In a court case that began in February 2014, a trial judge in Brooklyn permitted a night club operator more than two years to demonstrate they could comply with city noise requirements and try to avoid getting their lease terminated. After multiple sound testing by both the tenant and the landlord, an expert recommended additional improvements. Despite the tenant’s own expert’s advice, the tenant did not obtain a proposal to complete the recommended work for another year and a half. In February 2016, The Trial Court granted the tenant a Yellowstone Injunction, which temporarily postponed eviction. The Landlord appealed the trial court’s decision and argued that the tenant had failed to provide evidence that it was willing and able to ‘cure the default’, and failed to remedy the problems identified by its own expert.
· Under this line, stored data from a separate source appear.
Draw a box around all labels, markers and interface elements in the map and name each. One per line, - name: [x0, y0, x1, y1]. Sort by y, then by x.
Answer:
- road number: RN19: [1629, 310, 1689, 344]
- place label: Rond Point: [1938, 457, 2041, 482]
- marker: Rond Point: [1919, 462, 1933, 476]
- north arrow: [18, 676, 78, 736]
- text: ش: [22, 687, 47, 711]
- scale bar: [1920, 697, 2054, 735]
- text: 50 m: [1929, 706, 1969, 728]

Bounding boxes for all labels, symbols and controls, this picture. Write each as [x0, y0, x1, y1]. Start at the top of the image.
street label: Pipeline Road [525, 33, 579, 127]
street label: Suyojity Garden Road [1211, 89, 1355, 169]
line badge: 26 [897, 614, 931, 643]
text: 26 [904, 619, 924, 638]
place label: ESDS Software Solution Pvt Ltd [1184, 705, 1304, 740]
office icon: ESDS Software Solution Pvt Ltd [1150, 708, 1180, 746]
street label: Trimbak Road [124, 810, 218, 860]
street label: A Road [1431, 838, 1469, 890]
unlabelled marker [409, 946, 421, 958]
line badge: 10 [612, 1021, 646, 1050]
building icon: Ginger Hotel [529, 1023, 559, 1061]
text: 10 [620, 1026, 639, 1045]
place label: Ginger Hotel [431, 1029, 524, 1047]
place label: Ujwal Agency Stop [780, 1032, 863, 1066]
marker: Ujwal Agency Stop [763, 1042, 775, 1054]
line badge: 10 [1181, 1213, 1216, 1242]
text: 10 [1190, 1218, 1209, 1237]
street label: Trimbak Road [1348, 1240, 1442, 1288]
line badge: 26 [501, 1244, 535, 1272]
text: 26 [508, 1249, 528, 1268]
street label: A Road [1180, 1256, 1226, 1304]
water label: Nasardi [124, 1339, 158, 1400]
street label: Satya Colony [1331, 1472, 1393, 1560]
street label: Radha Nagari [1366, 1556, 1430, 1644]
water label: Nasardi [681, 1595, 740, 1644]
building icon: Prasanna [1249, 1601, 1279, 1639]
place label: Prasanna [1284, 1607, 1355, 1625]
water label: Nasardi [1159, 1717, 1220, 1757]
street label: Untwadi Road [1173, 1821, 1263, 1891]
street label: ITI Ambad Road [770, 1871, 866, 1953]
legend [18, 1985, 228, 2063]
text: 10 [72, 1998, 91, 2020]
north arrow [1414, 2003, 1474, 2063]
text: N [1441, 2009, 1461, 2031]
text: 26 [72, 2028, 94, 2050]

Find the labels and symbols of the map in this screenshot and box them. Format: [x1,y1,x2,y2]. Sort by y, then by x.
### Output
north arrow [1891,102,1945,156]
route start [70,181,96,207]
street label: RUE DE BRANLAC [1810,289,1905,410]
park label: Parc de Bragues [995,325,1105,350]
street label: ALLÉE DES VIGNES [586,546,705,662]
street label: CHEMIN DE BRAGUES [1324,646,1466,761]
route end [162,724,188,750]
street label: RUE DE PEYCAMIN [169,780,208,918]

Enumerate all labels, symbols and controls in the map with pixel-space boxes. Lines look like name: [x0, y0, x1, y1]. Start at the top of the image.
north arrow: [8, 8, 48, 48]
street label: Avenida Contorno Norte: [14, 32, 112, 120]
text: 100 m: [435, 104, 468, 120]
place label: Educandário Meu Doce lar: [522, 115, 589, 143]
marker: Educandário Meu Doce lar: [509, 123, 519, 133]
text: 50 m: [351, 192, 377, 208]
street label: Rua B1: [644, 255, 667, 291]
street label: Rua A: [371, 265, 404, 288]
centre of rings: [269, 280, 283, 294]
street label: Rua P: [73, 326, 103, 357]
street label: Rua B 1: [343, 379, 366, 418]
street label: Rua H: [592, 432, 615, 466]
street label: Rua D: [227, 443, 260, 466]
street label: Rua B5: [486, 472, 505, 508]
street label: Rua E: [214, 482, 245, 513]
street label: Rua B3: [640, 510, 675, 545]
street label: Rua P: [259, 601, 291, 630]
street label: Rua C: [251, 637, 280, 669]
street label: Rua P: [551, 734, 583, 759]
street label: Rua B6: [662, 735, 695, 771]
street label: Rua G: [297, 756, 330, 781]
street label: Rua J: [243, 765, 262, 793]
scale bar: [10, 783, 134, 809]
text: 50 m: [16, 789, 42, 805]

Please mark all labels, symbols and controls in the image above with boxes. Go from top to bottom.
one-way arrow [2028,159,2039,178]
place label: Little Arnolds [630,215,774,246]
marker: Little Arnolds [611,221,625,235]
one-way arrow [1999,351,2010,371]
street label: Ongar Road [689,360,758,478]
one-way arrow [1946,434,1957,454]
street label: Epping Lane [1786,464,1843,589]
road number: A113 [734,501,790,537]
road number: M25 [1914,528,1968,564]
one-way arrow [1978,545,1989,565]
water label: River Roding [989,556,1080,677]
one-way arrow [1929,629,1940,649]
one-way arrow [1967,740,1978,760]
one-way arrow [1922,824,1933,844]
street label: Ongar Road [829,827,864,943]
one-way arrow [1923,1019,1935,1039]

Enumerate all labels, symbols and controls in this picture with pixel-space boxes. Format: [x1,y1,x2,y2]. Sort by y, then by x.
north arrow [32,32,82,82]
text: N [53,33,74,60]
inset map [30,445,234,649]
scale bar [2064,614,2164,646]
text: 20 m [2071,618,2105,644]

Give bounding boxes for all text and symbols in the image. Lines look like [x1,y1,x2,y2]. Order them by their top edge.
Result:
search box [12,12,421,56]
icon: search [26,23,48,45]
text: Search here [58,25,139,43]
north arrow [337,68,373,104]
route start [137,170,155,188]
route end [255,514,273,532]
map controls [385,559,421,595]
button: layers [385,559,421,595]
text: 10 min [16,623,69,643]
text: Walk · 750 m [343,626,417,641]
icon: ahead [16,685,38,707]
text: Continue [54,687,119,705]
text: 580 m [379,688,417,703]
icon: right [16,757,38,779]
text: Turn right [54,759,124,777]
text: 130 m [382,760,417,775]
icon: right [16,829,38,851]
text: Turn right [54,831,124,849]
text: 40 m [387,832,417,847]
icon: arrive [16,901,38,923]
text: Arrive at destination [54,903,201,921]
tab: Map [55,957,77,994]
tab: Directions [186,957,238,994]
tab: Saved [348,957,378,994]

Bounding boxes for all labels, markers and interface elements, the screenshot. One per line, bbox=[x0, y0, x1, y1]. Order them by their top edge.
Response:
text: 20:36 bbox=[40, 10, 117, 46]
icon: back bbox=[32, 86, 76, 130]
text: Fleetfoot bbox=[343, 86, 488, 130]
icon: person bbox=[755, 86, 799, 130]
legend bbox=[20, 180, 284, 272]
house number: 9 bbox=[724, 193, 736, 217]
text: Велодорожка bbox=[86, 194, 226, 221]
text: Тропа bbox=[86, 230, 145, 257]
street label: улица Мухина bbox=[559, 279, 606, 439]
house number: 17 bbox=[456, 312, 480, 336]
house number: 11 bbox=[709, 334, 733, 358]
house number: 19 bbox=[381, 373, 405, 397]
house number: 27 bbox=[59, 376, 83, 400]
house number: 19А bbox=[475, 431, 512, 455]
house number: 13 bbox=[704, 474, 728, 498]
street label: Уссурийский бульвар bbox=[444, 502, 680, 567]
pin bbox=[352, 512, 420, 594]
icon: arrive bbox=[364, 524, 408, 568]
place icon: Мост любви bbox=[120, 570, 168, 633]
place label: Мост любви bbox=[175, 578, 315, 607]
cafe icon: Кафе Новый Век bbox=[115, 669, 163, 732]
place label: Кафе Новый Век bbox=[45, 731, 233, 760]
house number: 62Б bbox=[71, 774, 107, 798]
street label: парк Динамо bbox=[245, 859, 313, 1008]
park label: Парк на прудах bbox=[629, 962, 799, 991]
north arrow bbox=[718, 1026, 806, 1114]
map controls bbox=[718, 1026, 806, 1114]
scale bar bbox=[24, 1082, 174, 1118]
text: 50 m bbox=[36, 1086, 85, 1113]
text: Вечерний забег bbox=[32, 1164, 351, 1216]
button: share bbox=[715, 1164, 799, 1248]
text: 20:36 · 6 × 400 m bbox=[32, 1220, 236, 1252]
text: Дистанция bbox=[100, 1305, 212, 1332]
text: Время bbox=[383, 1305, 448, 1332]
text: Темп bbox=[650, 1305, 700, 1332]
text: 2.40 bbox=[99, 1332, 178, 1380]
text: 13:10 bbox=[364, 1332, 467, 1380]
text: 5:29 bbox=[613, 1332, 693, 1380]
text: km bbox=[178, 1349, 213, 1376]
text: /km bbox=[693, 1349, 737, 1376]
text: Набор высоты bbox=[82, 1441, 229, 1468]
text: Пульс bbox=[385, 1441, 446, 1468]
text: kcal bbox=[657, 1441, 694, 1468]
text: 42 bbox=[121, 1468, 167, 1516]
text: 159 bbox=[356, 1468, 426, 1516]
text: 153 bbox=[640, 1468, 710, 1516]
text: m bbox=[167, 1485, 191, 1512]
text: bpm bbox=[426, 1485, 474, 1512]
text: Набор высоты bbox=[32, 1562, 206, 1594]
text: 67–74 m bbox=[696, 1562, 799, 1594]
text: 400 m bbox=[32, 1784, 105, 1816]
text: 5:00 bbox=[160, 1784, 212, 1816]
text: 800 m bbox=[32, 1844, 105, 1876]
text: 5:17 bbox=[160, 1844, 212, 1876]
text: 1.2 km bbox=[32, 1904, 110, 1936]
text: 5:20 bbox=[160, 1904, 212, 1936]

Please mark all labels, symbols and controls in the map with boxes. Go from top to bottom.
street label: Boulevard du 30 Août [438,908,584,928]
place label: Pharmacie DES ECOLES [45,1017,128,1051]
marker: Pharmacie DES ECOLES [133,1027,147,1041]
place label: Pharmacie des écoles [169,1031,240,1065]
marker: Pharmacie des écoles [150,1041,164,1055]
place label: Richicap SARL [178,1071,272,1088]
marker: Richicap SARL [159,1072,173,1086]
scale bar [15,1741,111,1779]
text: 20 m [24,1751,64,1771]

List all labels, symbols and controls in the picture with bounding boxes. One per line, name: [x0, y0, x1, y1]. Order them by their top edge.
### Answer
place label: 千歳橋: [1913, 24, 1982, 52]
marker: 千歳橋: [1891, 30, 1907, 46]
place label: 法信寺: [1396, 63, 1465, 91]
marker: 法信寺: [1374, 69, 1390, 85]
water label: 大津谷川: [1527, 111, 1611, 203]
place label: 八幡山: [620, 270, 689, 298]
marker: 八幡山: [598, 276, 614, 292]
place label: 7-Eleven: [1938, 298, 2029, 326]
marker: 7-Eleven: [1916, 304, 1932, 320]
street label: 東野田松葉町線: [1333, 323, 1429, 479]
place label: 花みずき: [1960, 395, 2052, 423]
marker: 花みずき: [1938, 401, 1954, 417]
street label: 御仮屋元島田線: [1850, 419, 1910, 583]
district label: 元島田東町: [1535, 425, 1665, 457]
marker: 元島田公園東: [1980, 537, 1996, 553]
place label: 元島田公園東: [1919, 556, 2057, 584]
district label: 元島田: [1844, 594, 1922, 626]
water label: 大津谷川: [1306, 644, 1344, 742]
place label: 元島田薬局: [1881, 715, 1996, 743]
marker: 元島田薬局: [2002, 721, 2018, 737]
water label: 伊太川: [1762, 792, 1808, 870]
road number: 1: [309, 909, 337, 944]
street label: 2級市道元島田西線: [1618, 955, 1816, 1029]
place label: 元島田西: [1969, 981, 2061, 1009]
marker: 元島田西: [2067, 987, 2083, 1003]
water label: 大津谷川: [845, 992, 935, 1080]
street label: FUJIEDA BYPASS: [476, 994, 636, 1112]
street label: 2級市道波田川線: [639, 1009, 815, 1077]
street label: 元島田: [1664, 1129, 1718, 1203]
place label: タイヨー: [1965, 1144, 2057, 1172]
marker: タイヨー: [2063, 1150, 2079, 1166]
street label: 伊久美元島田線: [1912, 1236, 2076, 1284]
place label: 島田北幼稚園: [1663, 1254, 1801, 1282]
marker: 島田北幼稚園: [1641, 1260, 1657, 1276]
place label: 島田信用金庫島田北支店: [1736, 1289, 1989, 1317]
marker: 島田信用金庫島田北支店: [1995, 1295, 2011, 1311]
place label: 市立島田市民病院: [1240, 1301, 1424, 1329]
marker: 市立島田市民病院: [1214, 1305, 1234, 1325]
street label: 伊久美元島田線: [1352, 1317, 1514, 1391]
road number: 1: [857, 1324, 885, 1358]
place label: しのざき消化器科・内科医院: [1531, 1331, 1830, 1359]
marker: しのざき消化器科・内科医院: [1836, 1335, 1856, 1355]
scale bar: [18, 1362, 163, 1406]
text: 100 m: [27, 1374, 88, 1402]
In September 2018, more than three years since the start of this action, the Appellate Court ruled that the tenant failed to demonstrate its willingness and ability to cure the violation. Since the tenant did not demonstrate any effort to correct the problem between the last test conducted by its own expert in October 2014 until their submission of reply papers to the Supreme Court on February 2016, they lost the case.
The case demonstrated the need to always do what you can to demonstrate to the Court that you are in fact willing and able to cure your defaults under a commercial lease. When you are seeking a Yellowstone Injunction, it is not enough to express your “willingness and ability” to cure the violation; you must meet this burden by “doing” the things that will “cure the violation,” whenever possible and to your fullest extent.